A courageous space for women entrepreneurs
A hundred people, mostly women, discuss business challenges at Juno House's Founders' Mindset event.
"It's not an elitist club; it's a space for personal and professional growth." That's how Beatriz de Vicente, CEO of Juno House, presents this Barcelona-based women's club. The club already has around 600 members (who pay a fee starting at 75 euros) and some 60 supporting companies. This week, to mark International Women's Entrepreneurship Day, the Founders' Mindset event was held, bringing together around 100 people, mostly women in management positions. The goal: to discuss the business challenges transforming sectors such as technology, sustainability, leadership, and team management. The focus was on the entrepreneurial mindset as a driver of innovation and growth through conversations and applied learning. "Adopting an entrepreneurial mindset allows you to gain speed and adaptability, and to focus on the goal over the process," explains De Vicente. "It's about moving from maintaining structures to generating value, introducing agility, vision, and a new relationship with risk," explains the vice president of Netmentora Catalunya, the largest European network of business leaders for job creation and knowledge exchange. Her business experience is extensive: more than 15 years in marketing, communication, and business development, working for leading companies such as Pirelli, Nintendo, Octagon, and Mapfre. In her last role before Juno House, she spearheaded disruptive business models at PepsiCo.
The Founders' Mindset event brought together speakers from technology, communication, mobility, and social innovation companies, including Sandra Wolf (Riese & Müller), Stephany Oliveros (SheAI), Marta Castillo (Back Market), Julie Campbell (Aesop), Mabel Mas (El Periódico), and Reclaim, among other voices from the entrepreneurial ecosystem. Ultimately, although the club brings together an equal number of female entrepreneurs and executives, the truth is that the start-ups They have grown 30% faster in revenue, investment, and job creation than traditional corporations, according to data from Startup Genome and Dealroom. This ability to move quickly and adapt is what the Founders' Mindset aimed to convey.
Female entrepreneurship in Catalonia
Female entrepreneurship in Catalonia appears to be thriving. In Barcelona, women now account for 42 percent of new businesses, a 1.2 percent increase compared to the previous year, while men have seen a 7.6 percent decrease. Over the past five years, the trend for female entrepreneurship, both nationally and locally, has been clearly upward in terms of volume, visibility, and institutional support. Some data illustrates this: while in 2020 the Total Early-Stage Entrepreneurial Activity (TEA) rate for women in Barcelona stood at approximately 6.8%, by 2025 we have reached a record number of female entrepreneurs, with a TEA of 7.8%. However, it is not without its challenges, and some difficulties persist. Access to seed funding remains unequal: only 7% of funding rounds go to projects led exclusively by women and 18% to mixed-gender teams. The remaining 75% goes to projects led by men. "It's much harder to start a business if you're a woman, twice or three times harder than if you're a man," explains Eva Vila Massanas, co-founder of Juno House and founder of WeEqual and Sheleadre, with 25 years of experience in management and board positions in technology and business environments. retail, With a professional career that has taken her to the United States, Germany, the United Kingdom, Italy, Greece, and Spain.

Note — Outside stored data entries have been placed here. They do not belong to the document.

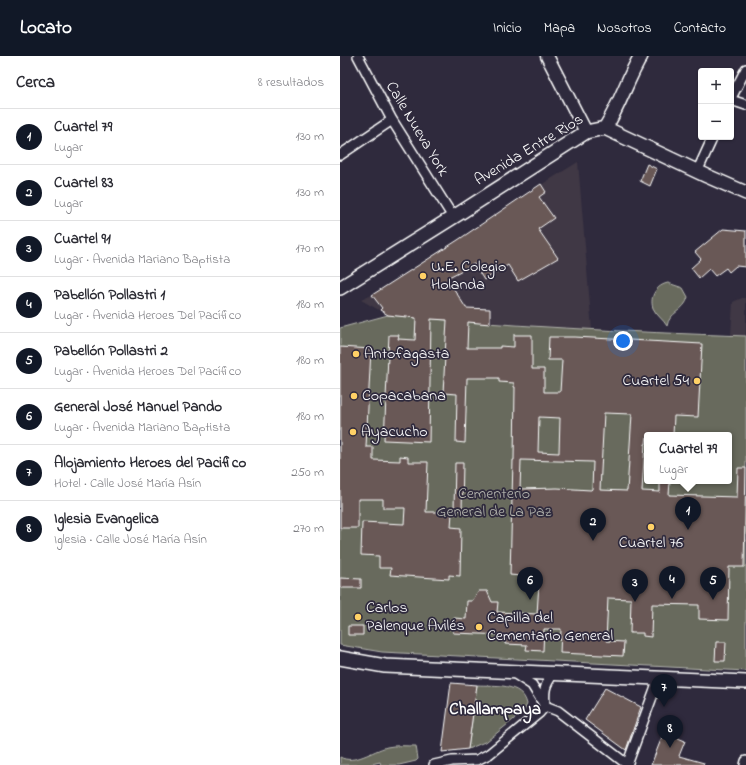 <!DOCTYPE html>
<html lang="es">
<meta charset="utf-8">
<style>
:root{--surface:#fff;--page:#f2f2f3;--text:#2b2b33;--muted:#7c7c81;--line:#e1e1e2;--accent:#111827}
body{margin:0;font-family:"Indie Flower",sans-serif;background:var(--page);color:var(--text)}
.controls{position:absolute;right:12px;top:12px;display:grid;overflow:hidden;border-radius:4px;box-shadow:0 1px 3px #0004}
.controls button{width:36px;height:36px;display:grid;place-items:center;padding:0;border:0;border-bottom:1px solid var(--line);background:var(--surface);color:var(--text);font:20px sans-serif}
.you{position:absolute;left:283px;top:285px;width:14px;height:14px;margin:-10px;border:3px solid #fff;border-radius:50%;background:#1a73e8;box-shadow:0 0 0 6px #1a73e833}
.badge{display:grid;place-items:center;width:26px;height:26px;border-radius:50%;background:var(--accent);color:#fff;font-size:13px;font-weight:700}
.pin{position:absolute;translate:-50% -33px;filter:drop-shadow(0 1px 2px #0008)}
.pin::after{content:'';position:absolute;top:21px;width:14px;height:12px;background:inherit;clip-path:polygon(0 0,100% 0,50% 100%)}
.popup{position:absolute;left:304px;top:376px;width:88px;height:52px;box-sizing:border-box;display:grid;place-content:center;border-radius:4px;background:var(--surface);filter:drop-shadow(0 1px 3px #0005);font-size:13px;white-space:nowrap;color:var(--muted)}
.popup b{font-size:15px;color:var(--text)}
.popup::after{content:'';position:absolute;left:50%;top:100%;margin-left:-8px;border:8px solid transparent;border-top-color:var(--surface)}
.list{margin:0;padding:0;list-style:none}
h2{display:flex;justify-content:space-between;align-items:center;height:52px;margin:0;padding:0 16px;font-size:17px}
h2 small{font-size:13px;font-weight:400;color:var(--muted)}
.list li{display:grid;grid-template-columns:26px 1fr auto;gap:12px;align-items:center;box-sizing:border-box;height:56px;padding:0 16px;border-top:1px solid var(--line)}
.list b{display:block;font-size:15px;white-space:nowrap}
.list p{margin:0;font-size:13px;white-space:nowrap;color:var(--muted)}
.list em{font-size:13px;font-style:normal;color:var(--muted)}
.map{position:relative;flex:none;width:406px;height:709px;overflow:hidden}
header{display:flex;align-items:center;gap:24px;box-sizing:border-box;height:56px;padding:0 20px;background:var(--accent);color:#fff}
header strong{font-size:19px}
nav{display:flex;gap:22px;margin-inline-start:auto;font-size:14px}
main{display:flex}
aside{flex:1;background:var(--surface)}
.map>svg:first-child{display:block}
.built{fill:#403845}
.green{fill:#686b5d;stroke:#b4b5ae;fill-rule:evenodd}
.building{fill:#695957;stroke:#fff;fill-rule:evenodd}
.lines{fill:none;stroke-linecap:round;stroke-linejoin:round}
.minor-casing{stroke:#fff;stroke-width:12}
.tertiary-casing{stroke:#fff;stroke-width:15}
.secondary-casing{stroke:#fff;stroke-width:16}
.minor{stroke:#2f2a3d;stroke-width:9}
.tertiary{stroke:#2f2a3d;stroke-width:12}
.secondary{stroke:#2f2a3d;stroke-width:13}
.poi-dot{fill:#ffd166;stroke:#2f2a3d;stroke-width:1.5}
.labels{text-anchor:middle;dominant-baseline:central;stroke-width:3.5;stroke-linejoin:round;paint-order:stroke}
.street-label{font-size:16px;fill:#fff;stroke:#2f2a3d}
.poi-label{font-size:16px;fill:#fff;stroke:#2f2a3d;text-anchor:start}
.park-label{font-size:16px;fill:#b4b5ae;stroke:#2f2a3d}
.neighbourhood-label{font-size:17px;font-weight:bold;fill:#fff;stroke:#2f2a3d}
</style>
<header>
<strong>Locato</strong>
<nav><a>Inicio</a><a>Mapa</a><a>Nosotros</a><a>Contacto</a></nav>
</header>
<main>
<aside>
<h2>Cerca<small>8 resultados</small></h2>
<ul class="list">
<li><span class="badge">1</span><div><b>Cuartel 79</b><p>Lugar</p></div><em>130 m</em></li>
<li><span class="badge">2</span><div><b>Cuartel 83</b><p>Lugar</p></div><em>130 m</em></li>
<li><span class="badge">3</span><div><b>Cuartel 91</b><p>Lugar · Avenida Mariano Baptista</p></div><em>170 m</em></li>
<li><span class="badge">4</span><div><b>Pabellón Pollastri 1</b><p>Lugar · Avenida Heroes Del Pacífico</p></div><em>180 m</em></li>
<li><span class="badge">5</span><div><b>Pabellón Pollastri 2</b><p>Lugar · Avenida Heroes Del Pacífico</p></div><em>180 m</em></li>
<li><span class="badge">6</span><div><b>General José Manuel Pando</b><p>Lugar · Avenida Mariano Baptista</p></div><em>180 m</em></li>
<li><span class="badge">7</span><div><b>Alojamiento Heroes del Pacifico</b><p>Hotel · Calle José María Asín</p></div><em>250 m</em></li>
<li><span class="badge">8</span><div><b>Iglesia Evangelica</b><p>Iglesia · Calle José María Asín</p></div><em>270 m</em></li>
</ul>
</aside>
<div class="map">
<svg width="406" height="709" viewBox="0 0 406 709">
<rect width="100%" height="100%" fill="#2f2a3d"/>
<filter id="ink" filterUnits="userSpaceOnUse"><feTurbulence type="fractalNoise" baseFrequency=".025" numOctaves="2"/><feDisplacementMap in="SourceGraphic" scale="8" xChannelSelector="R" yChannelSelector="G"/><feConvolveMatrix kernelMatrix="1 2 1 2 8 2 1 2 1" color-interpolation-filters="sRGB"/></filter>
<g filter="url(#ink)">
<path class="built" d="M238,106L252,274L48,259L21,244L32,239L118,184L201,129Z
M402,242H406V280H391L393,246Z"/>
<path class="green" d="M328,227L343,232L348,241C345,255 329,256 327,270C323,263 316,259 313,252C309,240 317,229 328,227Z
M48,259C167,270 286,276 406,280V615L42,596L0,589V272ZM307,379H389V425H307Z
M137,629C154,630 182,626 187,648L184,655L147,685L128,693Z
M76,690L78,703L76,705L59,709H41L40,706L28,709H0V701C14,709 32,695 47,691C55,689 67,690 76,690Z"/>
<path class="building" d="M307,108L317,113L310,130L300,125Z
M201,128L206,136L199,141L214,162L198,173L218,202L178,225L168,209L144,224L134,208L107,222L126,252L150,253V268L128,266L127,292H160V290L174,291V279H192V313H204V336H220L222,304H208L209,281H235L362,288L358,361L334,360L333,379H307L306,388H305L302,435L320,436V425H330L329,439L397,441L398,412H406L404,511H389L388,564L359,563V549L312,548L311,581L303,580V577H290L291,543L268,542L266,585L284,586L283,600L220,597L221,573H204L203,595L186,594L187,589L165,588L166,579L113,577L114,562L126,563L127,545H132L139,535H147L152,546H158L157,556L197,558L199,527H181V520L170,519L173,404H174L175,331H174V327L159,326V322H127L125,387L116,386L117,338L103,337L107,264L91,263L89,386L44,384L49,279H59L58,283L75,284L76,262L48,259L40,254L42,252L32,239L118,184ZM264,357L292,358L287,435L260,434ZM199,361L220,362L219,397L198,396ZM181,404L253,406L252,433L251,434L217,432L180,433Z
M383,173L406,175V211L396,210L389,216L386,212L375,220L369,213L359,222L351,212L361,203L355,196Z
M0,291L31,293L26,391H33V404L60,405V400L68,401V406H88L86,456H112L111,471L121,472L120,520L109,519V523L50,519L51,512H39V500L21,499L22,466L64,468L65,452H43V443H18V472H0Z
M115,407H123L122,454H114Z
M0,522L21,523V532H0Z
M8,570H23V579H8Z
M376,586H386L385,605H375Z
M111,627L137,629L128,693L102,696Z
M265,632L301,651L286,694L245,664Z
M324,676L345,685L339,700L364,707L363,709H311Z"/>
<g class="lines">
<defs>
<path id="minor" d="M18,0L52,64L113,161
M391,42L406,13
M391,44L406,49
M0,99L52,64
M357,116L373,81
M172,616L192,629L205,650L218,655L288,709
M94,709L112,705L137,704L149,698L199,657L205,650C204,635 204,630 213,618
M287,709L319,622
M405,709L406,705"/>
<path id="tertiary" d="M207,0L246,76"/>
<path id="secondary" d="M265,72C280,49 287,23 301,0
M0,232L123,155L246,76L265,72L367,120L406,137
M0,602L45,610L406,626"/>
</defs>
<use href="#minor" class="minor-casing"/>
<use href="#tertiary" class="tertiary-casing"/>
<use href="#secondary" class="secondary-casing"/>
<use href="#minor" class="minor"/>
<use href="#tertiary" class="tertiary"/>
<use href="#secondary" class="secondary"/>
</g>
</g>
<g class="poi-dot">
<circle cx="83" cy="220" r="4"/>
<circle cx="16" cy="298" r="4"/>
<circle cx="357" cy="325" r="4"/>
<circle cx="14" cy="340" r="4"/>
<circle cx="13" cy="376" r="4"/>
<circle cx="311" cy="471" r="4"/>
<circle cx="18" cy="561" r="4"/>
<circle cx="139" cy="571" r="4"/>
</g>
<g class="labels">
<g class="street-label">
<text transform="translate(77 73) rotate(59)">Calle Nueva York</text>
<text transform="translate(189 94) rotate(-31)">Avenida Entre Rios</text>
</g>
<g class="poi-label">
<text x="91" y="211">U.E. Colegio<tspan x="91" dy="18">Holanda</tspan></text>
<text x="24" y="298">Antofagasta</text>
<text x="349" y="325" text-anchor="end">Cuartel 54</text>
<text x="22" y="340">Copacabana</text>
<text x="21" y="376">Ayacucho</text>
<text x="311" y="487" text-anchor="middle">Cuartel 76</text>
<text x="26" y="552">Carlos<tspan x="26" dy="18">Palenque Avilés</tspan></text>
<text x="147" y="562">Capilla del<tspan x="147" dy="18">Cementario General</tspan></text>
</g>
<g class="park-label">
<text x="154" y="438">Cementerio<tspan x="154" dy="18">General de La Paz</tspan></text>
</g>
<g class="neighbourhood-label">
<text x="155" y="653">Challampaya</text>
</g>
</g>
</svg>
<div class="controls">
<button>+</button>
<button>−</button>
</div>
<div class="you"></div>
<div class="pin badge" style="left:348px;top:474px">1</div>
<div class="popup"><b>Cuartel 79</b>Lugar</div>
<div class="pin badge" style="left:253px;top:485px">2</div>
<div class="pin badge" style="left:295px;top:546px">3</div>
<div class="pin badge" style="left:332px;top:543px">4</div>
<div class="pin badge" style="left:373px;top:544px">5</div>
<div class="pin badge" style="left:190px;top:544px">6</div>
<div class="pin badge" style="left:324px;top:651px">7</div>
<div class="pin badge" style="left:330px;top:692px">8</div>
</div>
</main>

In fact, De Vicente explains that women, when launching a project, are more cautious and enter the market with much more measured funding figures than men. Thus, she says, while women raise an average of between €10,000 and €30,000 to launch a project, men start at €100,000. However, the women who ultimately succeed with their projects are very good; an aspect, she says, that can be attributed to the fact that the selection process is so rigorous, so those who reach the top are exceptionally talented. But beyond this reality, she explains that women have "the same potential and capacity for success as men."
The Juno House executive is clear about where women entrepreneurs should be heading. “Adopting an entrepreneurial mindset allows you to gain speed and adaptability, focusing on the goal over the process,” he explains. His vision is that with this mindset, “you move from maintaining structures to generating value by introducing agility, vision, and a new relationship with risk.”